Sexta-feira, 19 Abril

«Mediterranea» por José Raposo

A estreia na longa-metragem de Jonas Carpignano é um retrato urgente sobre um momento particularmente trágico da história contemporânea: a imigração. Carpagiano afasta-se por completo do mediatismo que ofusca a discussão, colocando o cinema ao serviço da história de pessoas que arriscam as suas vidas rumo ao ocidente. Ayiva (Koudous Seihon) e Abas (Alassane Sy) anseiam uma vida melhor para as suas famílias, deixando o Burkina Faso rumo a Itália. Mas Carpigano não coloca as coisas neste plano literal, aprofundando inclusivamente e com uma sensibilidade próxima do neorrealismo algumas das questões mais problemáticas em torno dessas dramáticas circunstâncias.

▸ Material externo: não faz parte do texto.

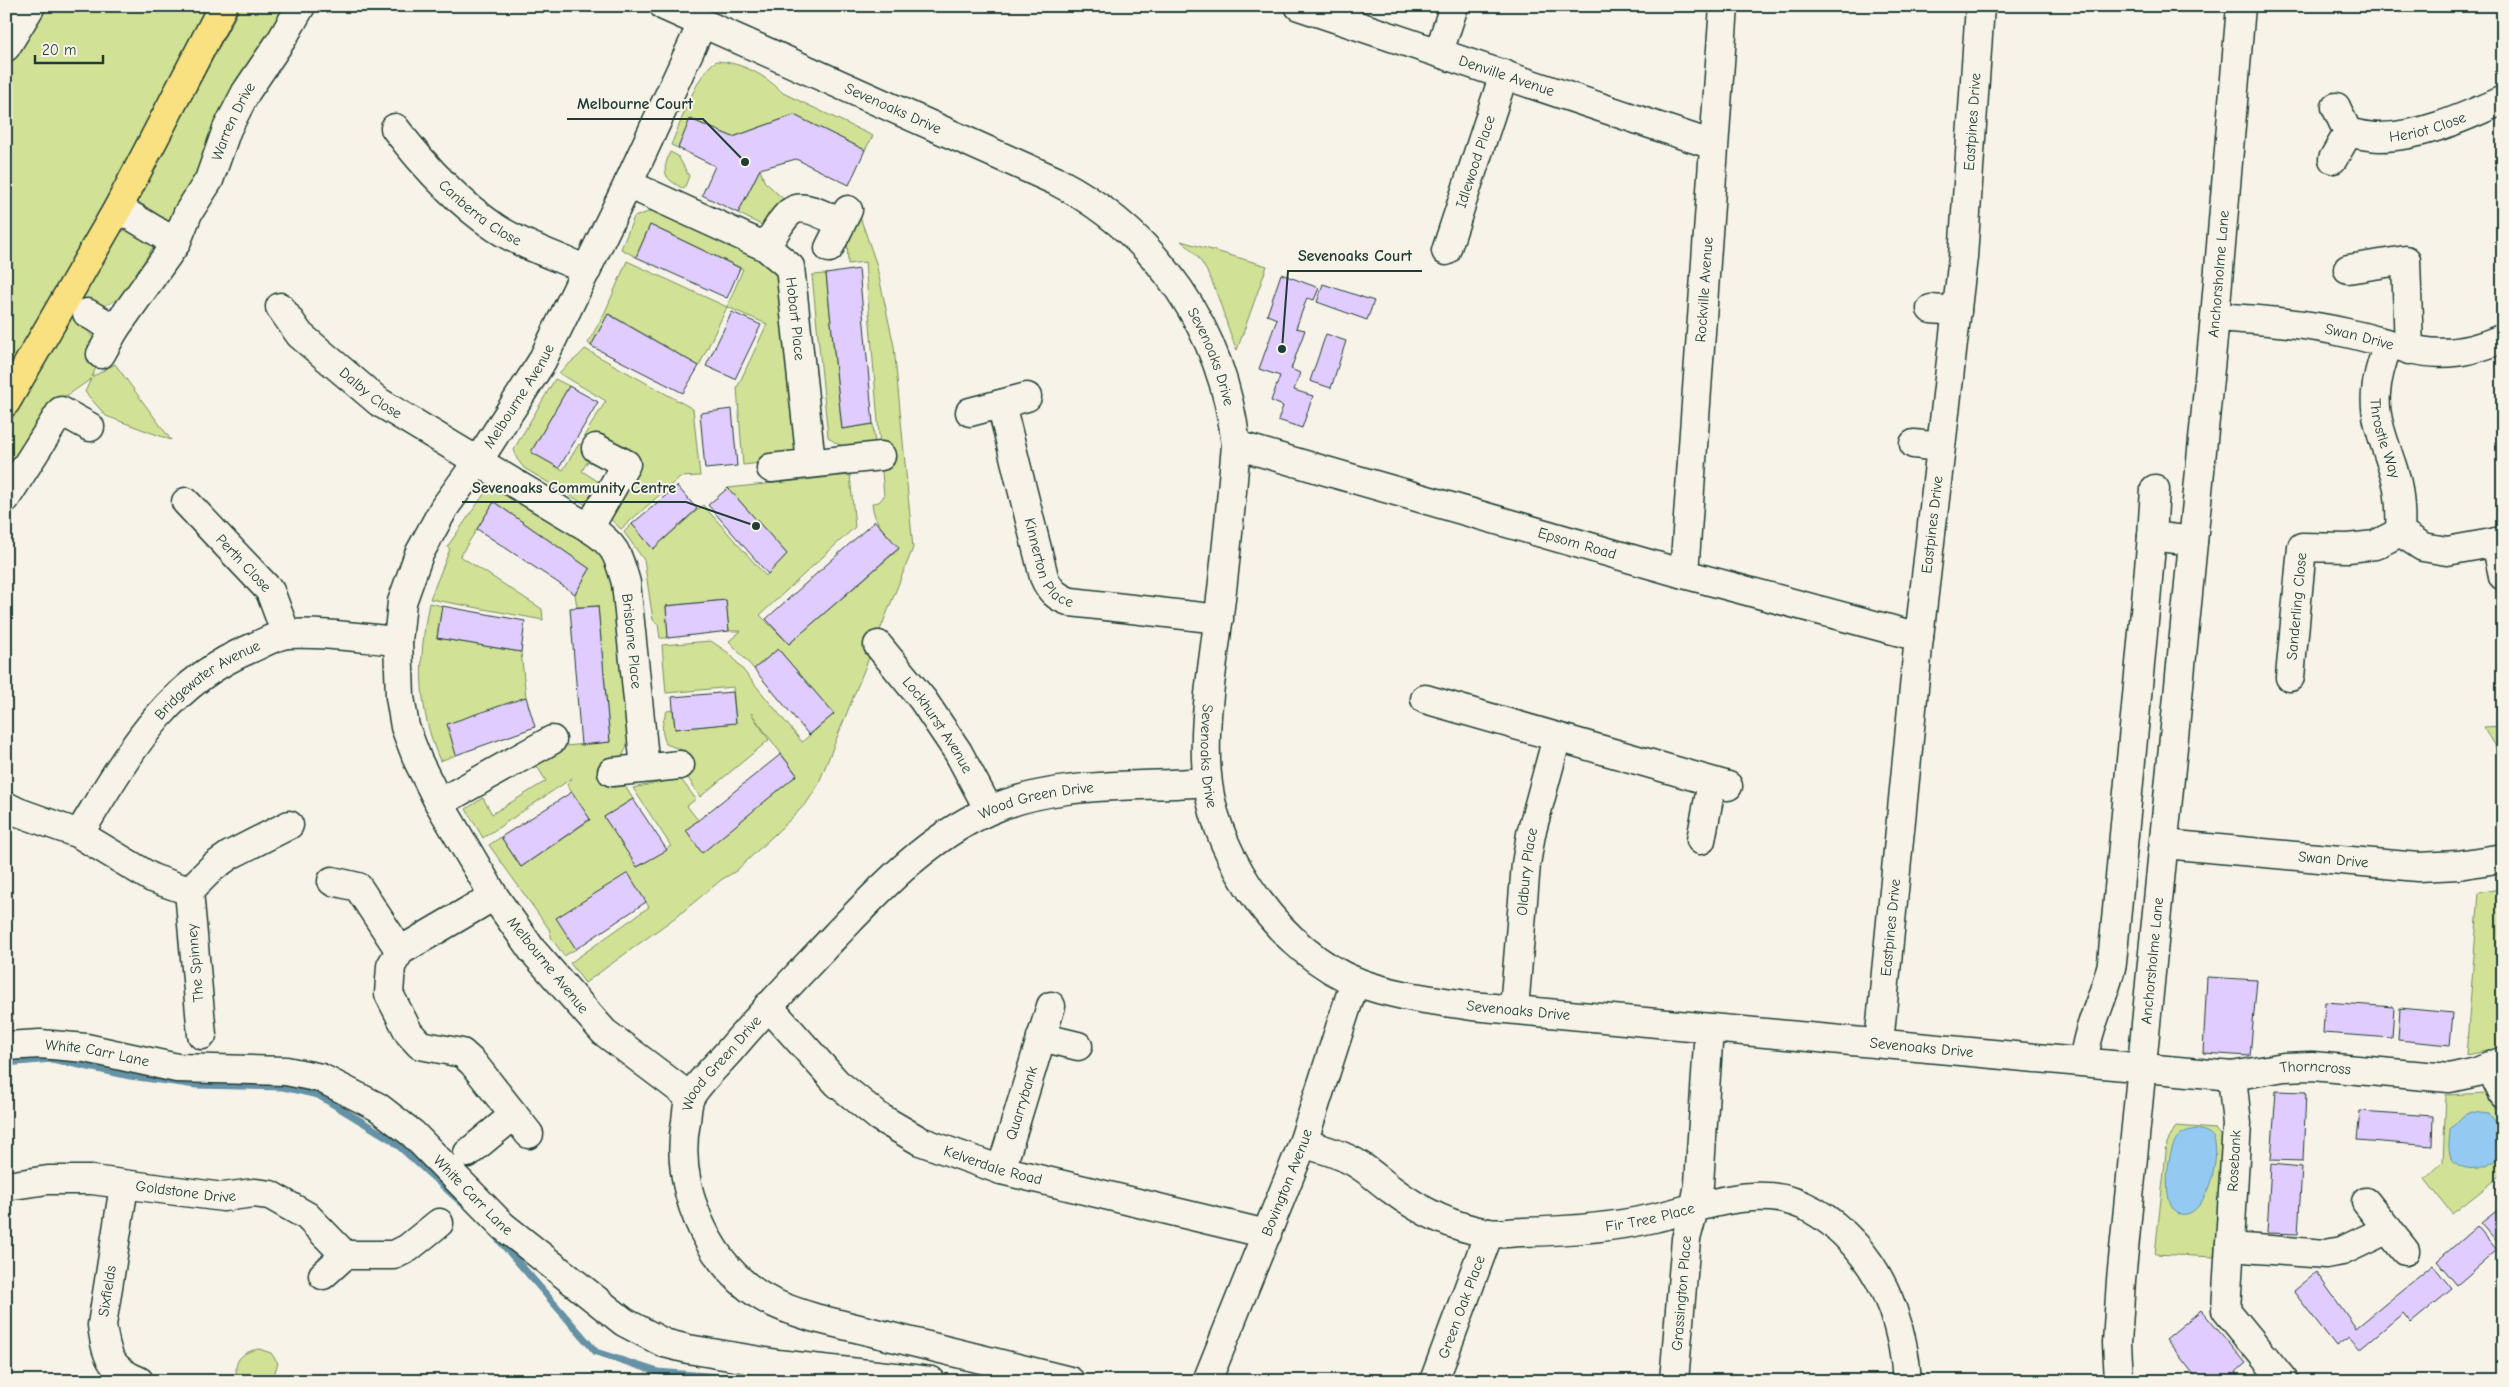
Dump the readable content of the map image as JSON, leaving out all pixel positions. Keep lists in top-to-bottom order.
{
  "streets": {
    "street": [
      "Denville Avenue",
      "Sevenoaks Drive",
      "Eastpines Drive",
      "Warren Drive",
      "Heriot Close",
      "Idlewood Place",
      "Canberra Close",
      "Anchorsholme Lane",
      "Rockville Avenue",
      "Hobart Place",
      "Swan Drive",
      "Dalby Close",
      "Melbourne Avenue",
      "Throstle Way",
      "Epsom Road",
      "Kinnerton Place",
      "Perth Close",
      "Sanderling Close",
      "Brisbane Place",
      "Bridgewater Avenue",
      "Lockhurst Avenue",
      "Wood Green Drive",
      "Oldbury Place",
      "The Spinney",
      "White Carr Lane",
      "Thorncross",
      "Quarrybank",
      "Rosebank",
      "Kelverdale Road",
      "Bovington Avenue",
      "Goldstone Drive",
      "Fir Tree Place",
      "Sixfields",
      "Grassington Place",
      "Green Oak Place"
    ]
  },
  "crossings": [
    ["Denville Avenue", "Idlewood Place"],
    ["Denville Avenue", "Rockville Avenue"],
    ["Sevenoaks Drive", "Eastpines Drive"],
    ["Sevenoaks Drive", "Anchorsholme Lane"],
    ["Sevenoaks Drive", "Melbourne Avenue"],
    ["Sevenoaks Drive", "Epsom Road"],
    ["Sevenoaks Drive", "Kinnerton Place"],
    ["Sevenoaks Drive", "Wood Green Drive"],
    ["Sevenoaks Drive", "Oldbury Place"],
    ["Sevenoaks Drive", "Thorncross"],
    ["Sevenoaks Drive", "Bovington Avenue"],
    ["Sevenoaks Drive", "Grassington Place"],
    ["Eastpines Drive", "Epsom Road"],
    ["Canberra Close", "Melbourne Avenue"],
    ["Anchorsholme Lane", "Swan Drive"],
    ["Anchorsholme Lane", "Thorncross"],
    ["Rockville Avenue", "Epsom Road"],
    ["Hobart Place", "Melbourne Avenue"],
    ["Swan Drive", "Throstle Way"],
    ["Dalby Close", "Melbourne Avenue"],
    ["Dalby Close", "Brisbane Place"],
    ["Melbourne Avenue", "Brisbane Place"],
    ["Melbourne Avenue", "Bridgewater Avenue"],
    ["Melbourne Avenue", "Wood Green Drive"],
    ["Throstle Way", "Sanderling Close"],
    ["Perth Close", "Bridgewater Avenue"],
    ["Lockhurst Avenue", "Wood Green Drive"],
    ["Wood Green Drive", "Kelverdale Road"],
    ["Thorncross", "Rosebank"],
    ["Quarrybank", "Kelverdale Road"],
    ["Kelverdale Road", "Bovington Avenue"],
    ["Bovington Avenue", "Fir Tree Place"],
    ["Goldstone Drive", "Sixfields"],
    ["Fir Tree Place", "Grassington Place"],
    ["Fir Tree Place", "Green Oak Place"]
  ],
  "places": ["Melbourne Court", "Sevenoaks Court", "Sevenoaks Community Centre"],
  "scale_bar": "20 m"
}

A história é inspirada nas experiências de vida de um atores, Koudos Seihon, e nesse sentido bem podemos dizer que é a sua presença num mundo que não é o seu que coloca o filme em andamento. Não há aquele impulso de fazer confluir as condições materiais de existência contemporânea com as do próprio cinema (Miguel Gomes, Pedro Costa), mas isso não implica uma cedência ao oportunismo mercantil que frequentemente paira sobre essa categoria francamente nebulosa que é o “world cinema“. Carpignano afirmava em entrevista que uma das suas principais tarefas passou por estabelecer um conjunto de parâmetros que pudessem oferecer alguma liberdade de improviso aos seus atores, e isso traduz-se em sequências onde a composição do plano se torna secundária. O registo documental, mesmo arriscando um lugar comum, expressa sobretudo uma atenção particular às condições especificas de Ayiva e Abas. A atração de Carpigano pelo rosto dos seus atores, pela presença física nos espaços da imigração, tem mesmo o efeito de colocar em fora de campo o que resta do mundo, e essa é uma brutal dramatização das condições dos imigrantes.

Mas há alguns momentos em que a textura do ocidente entra pelo filme dentro, colocando Ayiva e Abas sobre influência de um sistema de circulação de bens materiais, de valores e afetos que no seu conjunto permitem justamente fixar uma imagem do nosso tempo. É um tempo atravessado pela circulação de produtos “tecnológicos”, “digitais”, obtidos em condições laborais para lá de precárias e associadas ao trabalho manual, próximo da natureza; pela presença de uma musica popular que se globalizou e é fator de união e comunhão através do espaço; e uma época, temos mesmo que o lamentar, marcada por uma profunda falta de humanidade em relação ao outro e à sua experiência do mundo.

O melhor: Uma corajosa primeira longa-metragem que procura dar visibilidade a um conjunto de experiências sobre o mundo, apesar do mundo.